Another significant problem in the era was the conflict with Russia, the Russo-Turkish war of the 1870s was a disaster, but as has been explored in another AH thread on these boards, that might have gone the other way. So a good way to have the Ottoman restoration succeed might be to have a different Sultan under whom the Tanzimat never ends and different tactics are employed allowing a victory or at least less severe defeat in the war with Russia. Strengthening the Tanzimat's success might also have the effect of reducing the OE's problem with ethnic nationalism, as one of the major goals of the reform era was Ottomanism: the creation of a Ottoman civic nationalism which would allow all the subjects of the empire to share in one national identity and remove the Millet system.

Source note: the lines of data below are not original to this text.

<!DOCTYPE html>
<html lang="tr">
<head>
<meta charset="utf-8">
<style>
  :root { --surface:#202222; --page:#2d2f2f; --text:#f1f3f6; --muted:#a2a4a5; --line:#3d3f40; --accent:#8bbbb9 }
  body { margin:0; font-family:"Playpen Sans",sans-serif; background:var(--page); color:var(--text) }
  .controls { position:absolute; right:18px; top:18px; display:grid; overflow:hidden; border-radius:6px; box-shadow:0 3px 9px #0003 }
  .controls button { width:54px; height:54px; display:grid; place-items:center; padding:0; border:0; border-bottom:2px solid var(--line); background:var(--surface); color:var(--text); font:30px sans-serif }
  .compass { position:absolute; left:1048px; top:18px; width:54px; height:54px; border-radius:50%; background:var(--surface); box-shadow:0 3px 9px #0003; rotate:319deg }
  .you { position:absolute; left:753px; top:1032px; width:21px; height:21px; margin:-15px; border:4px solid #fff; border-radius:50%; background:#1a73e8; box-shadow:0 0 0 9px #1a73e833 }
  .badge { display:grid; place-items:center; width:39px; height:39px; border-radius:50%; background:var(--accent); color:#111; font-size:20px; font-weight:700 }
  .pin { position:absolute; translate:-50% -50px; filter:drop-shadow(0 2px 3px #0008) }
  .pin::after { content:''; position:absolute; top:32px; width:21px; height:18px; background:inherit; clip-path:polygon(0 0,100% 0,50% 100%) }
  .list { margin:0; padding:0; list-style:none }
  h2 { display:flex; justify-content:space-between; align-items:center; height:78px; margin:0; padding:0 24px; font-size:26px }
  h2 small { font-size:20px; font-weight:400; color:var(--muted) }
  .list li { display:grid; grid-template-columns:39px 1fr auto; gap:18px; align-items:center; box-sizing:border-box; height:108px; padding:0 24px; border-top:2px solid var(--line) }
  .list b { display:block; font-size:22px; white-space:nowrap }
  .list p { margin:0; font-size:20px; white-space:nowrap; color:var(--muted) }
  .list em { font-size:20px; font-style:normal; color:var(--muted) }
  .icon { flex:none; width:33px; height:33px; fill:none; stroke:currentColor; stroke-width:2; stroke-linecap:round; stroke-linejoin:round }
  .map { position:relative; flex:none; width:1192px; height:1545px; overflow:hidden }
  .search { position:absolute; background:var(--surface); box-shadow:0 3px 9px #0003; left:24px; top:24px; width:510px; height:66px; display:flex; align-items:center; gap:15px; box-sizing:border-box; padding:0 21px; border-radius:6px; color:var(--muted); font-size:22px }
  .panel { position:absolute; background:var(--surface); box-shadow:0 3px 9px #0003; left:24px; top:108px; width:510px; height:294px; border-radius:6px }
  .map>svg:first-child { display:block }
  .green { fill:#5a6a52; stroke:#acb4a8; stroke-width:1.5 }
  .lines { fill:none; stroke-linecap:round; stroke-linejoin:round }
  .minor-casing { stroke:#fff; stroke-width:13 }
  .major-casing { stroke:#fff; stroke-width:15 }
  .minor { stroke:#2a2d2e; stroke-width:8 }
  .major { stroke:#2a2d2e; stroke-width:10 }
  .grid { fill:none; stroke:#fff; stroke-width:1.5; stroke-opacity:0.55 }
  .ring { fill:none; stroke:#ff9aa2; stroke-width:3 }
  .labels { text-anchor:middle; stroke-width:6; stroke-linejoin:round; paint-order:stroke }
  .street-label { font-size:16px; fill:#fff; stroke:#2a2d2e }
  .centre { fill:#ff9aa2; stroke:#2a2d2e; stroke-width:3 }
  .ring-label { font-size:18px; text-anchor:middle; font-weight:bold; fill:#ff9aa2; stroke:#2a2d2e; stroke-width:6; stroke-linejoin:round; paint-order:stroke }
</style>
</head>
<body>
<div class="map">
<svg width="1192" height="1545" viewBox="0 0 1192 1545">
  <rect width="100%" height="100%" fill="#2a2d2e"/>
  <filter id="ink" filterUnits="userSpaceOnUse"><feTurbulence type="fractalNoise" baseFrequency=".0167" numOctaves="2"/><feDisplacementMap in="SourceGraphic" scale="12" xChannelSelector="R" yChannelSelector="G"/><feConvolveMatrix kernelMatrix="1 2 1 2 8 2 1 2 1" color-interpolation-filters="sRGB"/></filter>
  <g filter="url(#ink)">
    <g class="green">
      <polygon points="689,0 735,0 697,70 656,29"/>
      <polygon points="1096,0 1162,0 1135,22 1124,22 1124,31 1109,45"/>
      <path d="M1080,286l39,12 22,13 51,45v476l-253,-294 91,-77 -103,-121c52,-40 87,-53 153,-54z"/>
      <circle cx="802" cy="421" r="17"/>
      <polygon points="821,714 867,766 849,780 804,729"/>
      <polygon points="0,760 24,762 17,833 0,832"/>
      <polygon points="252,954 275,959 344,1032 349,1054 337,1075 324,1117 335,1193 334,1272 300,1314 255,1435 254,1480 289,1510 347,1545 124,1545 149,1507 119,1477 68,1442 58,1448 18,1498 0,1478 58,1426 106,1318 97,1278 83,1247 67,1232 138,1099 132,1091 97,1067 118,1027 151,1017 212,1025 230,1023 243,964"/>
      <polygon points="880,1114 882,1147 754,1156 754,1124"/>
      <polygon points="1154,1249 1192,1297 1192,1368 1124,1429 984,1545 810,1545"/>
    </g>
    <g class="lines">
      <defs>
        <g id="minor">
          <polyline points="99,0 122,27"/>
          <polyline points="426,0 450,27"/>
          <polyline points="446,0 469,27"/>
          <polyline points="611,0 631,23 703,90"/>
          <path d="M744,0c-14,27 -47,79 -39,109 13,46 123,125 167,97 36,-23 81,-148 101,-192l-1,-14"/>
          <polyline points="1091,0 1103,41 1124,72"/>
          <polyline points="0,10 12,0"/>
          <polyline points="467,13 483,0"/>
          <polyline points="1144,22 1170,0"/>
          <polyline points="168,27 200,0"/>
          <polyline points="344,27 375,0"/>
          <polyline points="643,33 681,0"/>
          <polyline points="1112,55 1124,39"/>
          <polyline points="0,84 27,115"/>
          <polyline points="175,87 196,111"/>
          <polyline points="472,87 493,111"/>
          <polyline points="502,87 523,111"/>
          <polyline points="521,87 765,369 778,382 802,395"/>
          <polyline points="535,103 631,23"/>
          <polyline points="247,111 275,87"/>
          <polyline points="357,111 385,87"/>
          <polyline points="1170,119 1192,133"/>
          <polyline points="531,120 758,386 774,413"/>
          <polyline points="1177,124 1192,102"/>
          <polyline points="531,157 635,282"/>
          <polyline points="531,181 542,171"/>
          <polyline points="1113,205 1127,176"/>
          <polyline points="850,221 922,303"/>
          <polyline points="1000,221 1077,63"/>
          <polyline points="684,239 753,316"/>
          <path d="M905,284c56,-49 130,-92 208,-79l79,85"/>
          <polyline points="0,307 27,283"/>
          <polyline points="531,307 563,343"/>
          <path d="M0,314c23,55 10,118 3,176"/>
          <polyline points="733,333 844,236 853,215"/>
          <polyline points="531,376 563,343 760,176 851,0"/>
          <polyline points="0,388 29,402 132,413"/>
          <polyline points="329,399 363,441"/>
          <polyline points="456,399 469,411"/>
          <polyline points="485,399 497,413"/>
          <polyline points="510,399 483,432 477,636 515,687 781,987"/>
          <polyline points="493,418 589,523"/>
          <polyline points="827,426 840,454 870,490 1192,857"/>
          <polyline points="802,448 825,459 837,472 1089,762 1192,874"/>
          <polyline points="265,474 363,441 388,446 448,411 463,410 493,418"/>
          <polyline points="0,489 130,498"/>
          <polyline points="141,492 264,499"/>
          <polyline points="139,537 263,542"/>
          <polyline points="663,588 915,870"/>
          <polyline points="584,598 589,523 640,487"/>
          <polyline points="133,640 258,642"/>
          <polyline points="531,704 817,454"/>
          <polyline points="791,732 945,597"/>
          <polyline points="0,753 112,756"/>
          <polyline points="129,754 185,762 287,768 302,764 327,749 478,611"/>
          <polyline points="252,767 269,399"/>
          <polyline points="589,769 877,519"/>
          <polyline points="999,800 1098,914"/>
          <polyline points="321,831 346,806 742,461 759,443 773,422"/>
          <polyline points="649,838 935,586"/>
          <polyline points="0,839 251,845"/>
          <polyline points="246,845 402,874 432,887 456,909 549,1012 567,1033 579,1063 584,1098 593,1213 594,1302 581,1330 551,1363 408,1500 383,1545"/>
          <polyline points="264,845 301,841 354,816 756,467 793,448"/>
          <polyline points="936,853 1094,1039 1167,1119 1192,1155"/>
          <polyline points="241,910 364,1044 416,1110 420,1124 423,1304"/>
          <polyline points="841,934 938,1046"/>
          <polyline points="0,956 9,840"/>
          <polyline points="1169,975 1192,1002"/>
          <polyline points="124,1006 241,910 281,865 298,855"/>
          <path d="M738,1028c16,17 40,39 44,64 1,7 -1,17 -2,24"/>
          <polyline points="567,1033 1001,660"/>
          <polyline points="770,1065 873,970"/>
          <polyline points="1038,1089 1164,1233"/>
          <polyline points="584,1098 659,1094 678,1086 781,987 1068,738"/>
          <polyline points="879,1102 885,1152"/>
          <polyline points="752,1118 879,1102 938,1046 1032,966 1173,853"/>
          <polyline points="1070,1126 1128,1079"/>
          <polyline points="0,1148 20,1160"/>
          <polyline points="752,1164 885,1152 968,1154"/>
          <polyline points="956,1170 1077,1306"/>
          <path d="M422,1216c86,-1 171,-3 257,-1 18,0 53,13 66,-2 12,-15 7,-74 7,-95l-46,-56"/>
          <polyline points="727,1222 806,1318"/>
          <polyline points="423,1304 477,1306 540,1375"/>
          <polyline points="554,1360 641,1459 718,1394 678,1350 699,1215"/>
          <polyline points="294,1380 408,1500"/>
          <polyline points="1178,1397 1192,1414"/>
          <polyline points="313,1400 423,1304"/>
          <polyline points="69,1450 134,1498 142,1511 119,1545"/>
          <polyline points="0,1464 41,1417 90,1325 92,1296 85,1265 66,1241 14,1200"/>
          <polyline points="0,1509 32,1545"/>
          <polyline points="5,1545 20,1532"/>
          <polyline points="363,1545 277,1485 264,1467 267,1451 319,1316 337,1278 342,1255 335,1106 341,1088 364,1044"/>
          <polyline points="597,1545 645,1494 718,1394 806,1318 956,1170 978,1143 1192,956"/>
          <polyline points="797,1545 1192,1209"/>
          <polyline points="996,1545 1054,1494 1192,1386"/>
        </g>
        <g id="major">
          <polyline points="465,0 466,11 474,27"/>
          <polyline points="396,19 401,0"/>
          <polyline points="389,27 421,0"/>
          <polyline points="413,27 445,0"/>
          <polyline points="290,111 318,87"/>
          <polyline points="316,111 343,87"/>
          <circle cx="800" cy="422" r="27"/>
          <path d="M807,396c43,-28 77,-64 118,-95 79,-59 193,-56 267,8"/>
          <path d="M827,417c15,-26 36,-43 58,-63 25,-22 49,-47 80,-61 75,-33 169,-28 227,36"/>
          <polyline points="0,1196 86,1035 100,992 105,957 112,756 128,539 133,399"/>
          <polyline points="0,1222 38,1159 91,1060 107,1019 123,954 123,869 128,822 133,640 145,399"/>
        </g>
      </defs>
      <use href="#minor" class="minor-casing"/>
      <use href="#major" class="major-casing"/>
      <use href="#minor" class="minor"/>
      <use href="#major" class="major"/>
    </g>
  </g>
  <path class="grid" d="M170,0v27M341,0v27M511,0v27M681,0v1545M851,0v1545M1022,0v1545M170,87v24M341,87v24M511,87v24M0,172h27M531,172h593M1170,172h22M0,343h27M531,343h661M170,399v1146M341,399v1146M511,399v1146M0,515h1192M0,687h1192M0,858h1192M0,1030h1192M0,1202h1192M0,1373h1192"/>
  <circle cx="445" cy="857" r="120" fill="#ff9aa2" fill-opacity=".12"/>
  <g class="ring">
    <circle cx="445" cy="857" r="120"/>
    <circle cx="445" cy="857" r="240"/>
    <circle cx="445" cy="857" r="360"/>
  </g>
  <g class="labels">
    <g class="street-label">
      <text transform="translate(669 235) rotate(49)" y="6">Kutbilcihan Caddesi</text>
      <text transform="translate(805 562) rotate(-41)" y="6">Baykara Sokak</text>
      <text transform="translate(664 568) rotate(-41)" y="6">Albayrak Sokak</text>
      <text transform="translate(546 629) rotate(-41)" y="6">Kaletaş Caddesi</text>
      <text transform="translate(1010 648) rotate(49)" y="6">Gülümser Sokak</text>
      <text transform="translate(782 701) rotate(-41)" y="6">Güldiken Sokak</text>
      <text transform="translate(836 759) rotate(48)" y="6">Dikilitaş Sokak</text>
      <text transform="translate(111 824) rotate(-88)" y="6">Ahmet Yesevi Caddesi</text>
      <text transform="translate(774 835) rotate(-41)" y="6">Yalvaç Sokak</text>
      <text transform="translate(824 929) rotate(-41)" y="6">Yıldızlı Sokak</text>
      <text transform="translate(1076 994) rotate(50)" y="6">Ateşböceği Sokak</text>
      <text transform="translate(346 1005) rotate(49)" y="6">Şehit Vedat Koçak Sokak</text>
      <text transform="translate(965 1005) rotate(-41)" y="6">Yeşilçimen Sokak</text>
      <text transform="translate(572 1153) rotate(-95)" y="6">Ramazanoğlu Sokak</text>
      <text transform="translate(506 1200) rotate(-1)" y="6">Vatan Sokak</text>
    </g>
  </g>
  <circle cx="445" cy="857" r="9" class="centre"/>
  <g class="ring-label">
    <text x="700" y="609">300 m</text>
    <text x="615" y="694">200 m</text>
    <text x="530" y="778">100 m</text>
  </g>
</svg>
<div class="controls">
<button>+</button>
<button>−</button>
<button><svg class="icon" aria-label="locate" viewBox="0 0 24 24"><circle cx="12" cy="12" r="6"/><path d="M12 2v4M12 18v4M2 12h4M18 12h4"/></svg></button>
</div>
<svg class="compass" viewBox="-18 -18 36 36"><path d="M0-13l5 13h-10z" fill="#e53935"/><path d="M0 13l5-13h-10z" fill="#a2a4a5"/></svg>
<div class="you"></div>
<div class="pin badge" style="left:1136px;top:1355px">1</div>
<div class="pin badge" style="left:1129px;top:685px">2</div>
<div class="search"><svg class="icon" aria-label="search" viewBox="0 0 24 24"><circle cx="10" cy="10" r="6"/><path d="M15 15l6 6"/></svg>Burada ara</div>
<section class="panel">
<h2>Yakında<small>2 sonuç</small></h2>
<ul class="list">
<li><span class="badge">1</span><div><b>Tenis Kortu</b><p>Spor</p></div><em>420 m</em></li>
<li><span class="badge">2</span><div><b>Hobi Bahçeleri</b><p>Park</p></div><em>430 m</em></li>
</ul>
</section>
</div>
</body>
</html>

Still, it needs to be said that a successful Ottoman reform effort is a lot harder than a Japanese one. The OE was surrounded by hostile stronger powers and not isolated like Japan. Foreigners had a lot more influence in the OE, they came to control the empire's finances and, as another poster mentioned, engineered the removal of reformist viziers. The OE has a much bigger problem with internal rebellions, which were often supported by foreign powers. Significantly the Japanese were far less likely to oppose the commands of the emperor whom they considered divine and felt they must always obey, whereas the Ottoman sultans faced much more internal opposition and were repeatedly removed when they attempted to make major changes.